Cuban phenom Jorge Soler was on the Cubs’ want list early on. Many teams wanted Soler, but in the end, the Cubs were able to snag him and sign him to a nine year $30 million contract. Soler is a five-tool player, who many believe would have been a top-five pick in the 2010 draft, if he had been eligible. He might not start 2013 on the roster, but he’ll be there soon enough.
Unloading Geovany Soto to Texas was a move that brought on mixed feelings, but this payroll space will give the Cubs room to either bring in a proven catcher in free agency, or we’ll see what Welington Castillo and Steve Clevenger can do with a whole season behind the plate.
One of the most important goals on their season checklist was to re-sign shortstop Starlin Castro. On August 28, he and the Cubs agreed to a modest seven-year $60 million contract. This signing couldn’t have been more perfect. Castro isn’t yet a premiere shortstop in the NL, but is certainly on his way. The deal will keep Castro in Chicago through the 2019 season, which by that time he will be 29 years old. By then, the verdict will be out on whether he can be in the same sentence as Cubs great Ernie Banks.
Bryan LaHair, Anthony Rizzo and Josh Vitters are now essential parts of the team. These counterparts have been placed around Castro, who can get on base. Vitters and Rizzo were key call-ups this season who will only get better with experience.

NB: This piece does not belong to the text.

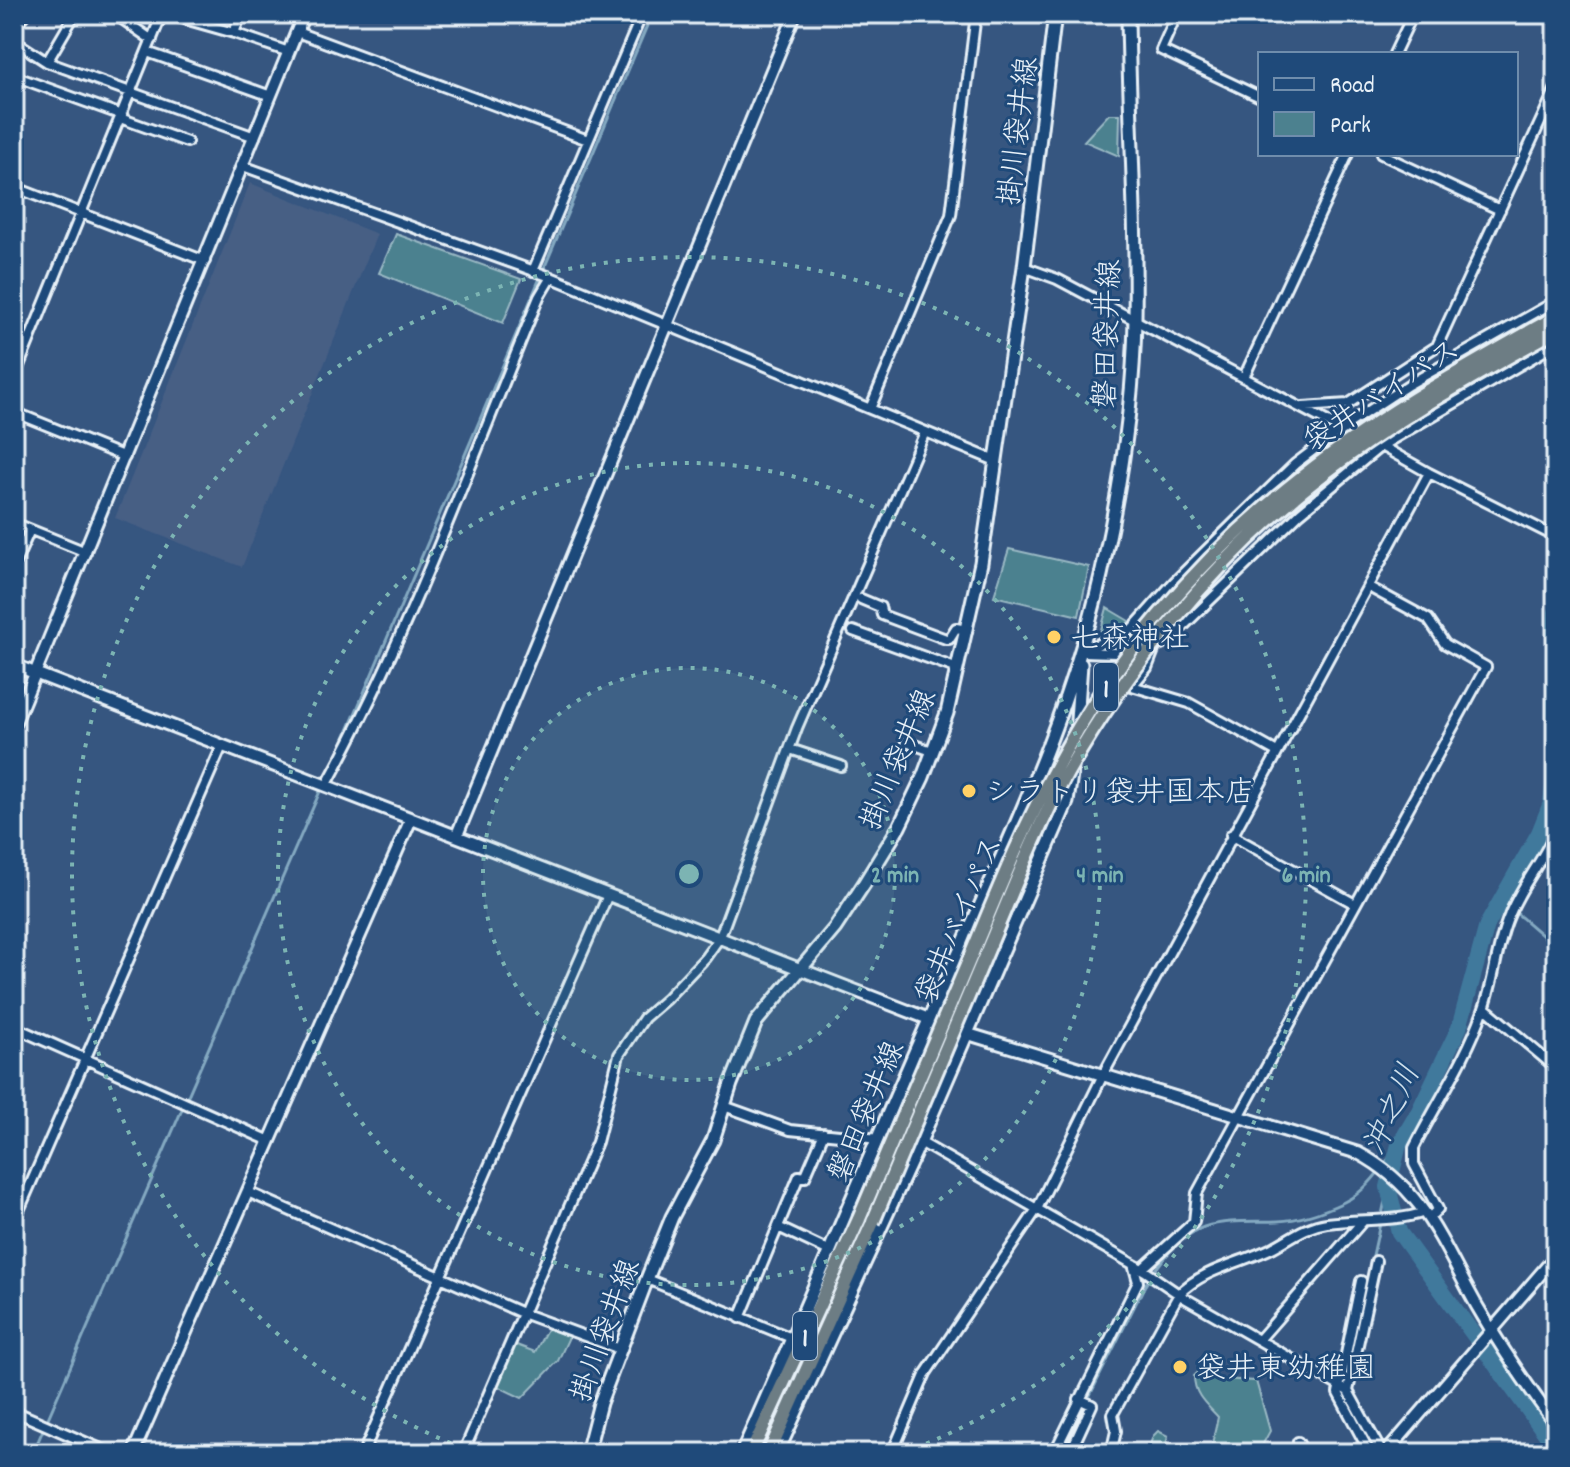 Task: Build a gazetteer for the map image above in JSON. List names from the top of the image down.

On a final note, this might be a possible goodbye to 36-year-old Alfonso Soriano. There are signs here that point to a departure in the offseason. This $18 million of freedom will be nice. However, he still has two years left on his contract, and it’s hard to see any team wanting to pick up that burden.
Many speculate manager Bobby Valentine will depart in the offseason. GM Ben Cherington clarified the situation Thursday in an interview with WEEI, in which he spoke freely about the time the organization spent with their manager search last offseason. Cherington may have blurted out too much by stating he “would like to spend less time on it this offseason …” Later that afternoon, the Boston Globe reached him for a follow-up, and Cherington tried to retract his remarks. He said he didn’t mean to suggest that Valentine’s firing was imminent.
Don’t turn your backs on the stubborn old skipper too soon, but the writing is pretty much on the wall for this one. Ultimately, the hiring of Valentine was not a bad move by Boston. Their dismal 2011 campaign showed clear signs of an undisciplined clubhouse, which led to Terry Francona’s departure. Valentine’s tyrant style of managing was something that Boston might have needed. Maybe egos were too high and his takeover was a wake-up call to a possible sinking franchise.
The emergence of Will Middlebrooks was key in the Kevin Youkilis trade to the Chicago White Sox. It’s very likely the young third baseman will now end the year on the disabled list with a wrist injury. His move after the trade to an everyday third baseman was a look into the future for Boston, but no one could predict the moves that were impending that would shape this franchise even more.
There wasn’t a lot of good that came out of the Astros’ season. Sure, they unloaded Carlos Lee and pitchers J.A. Happ, Brandon Lyon and Wandy Rodriguez to give them some breathing room financially, but they will once again sit dead-last in the NL Central.
Houston’s light at the end of tunnel is their farm system. New scouting director Mark Elias and GM Jeff Luhnow will continue to bring their prospects along slowly to release the boom when time is appropriate. These prospects will make a difference in the lineup in 2013, 2014 and 2015:
Notables from the 2012 draft
1st Round (1): Carlos Correa, SS – The A-Rod prototype is the No. 2-rated prospect in the Astros organization. He’s progressing exceptionally well. It won’t be long until we see this 17-year-old gem in the bigs.
1st Round (41): Lance McCullers Jr., RHP – This supplemental pick is the son of former major league reliever Lance McCullers Sr. He throws a mid-90s range fastball that occasionally can touch 100. He’s also got a knack for going deep into late innings.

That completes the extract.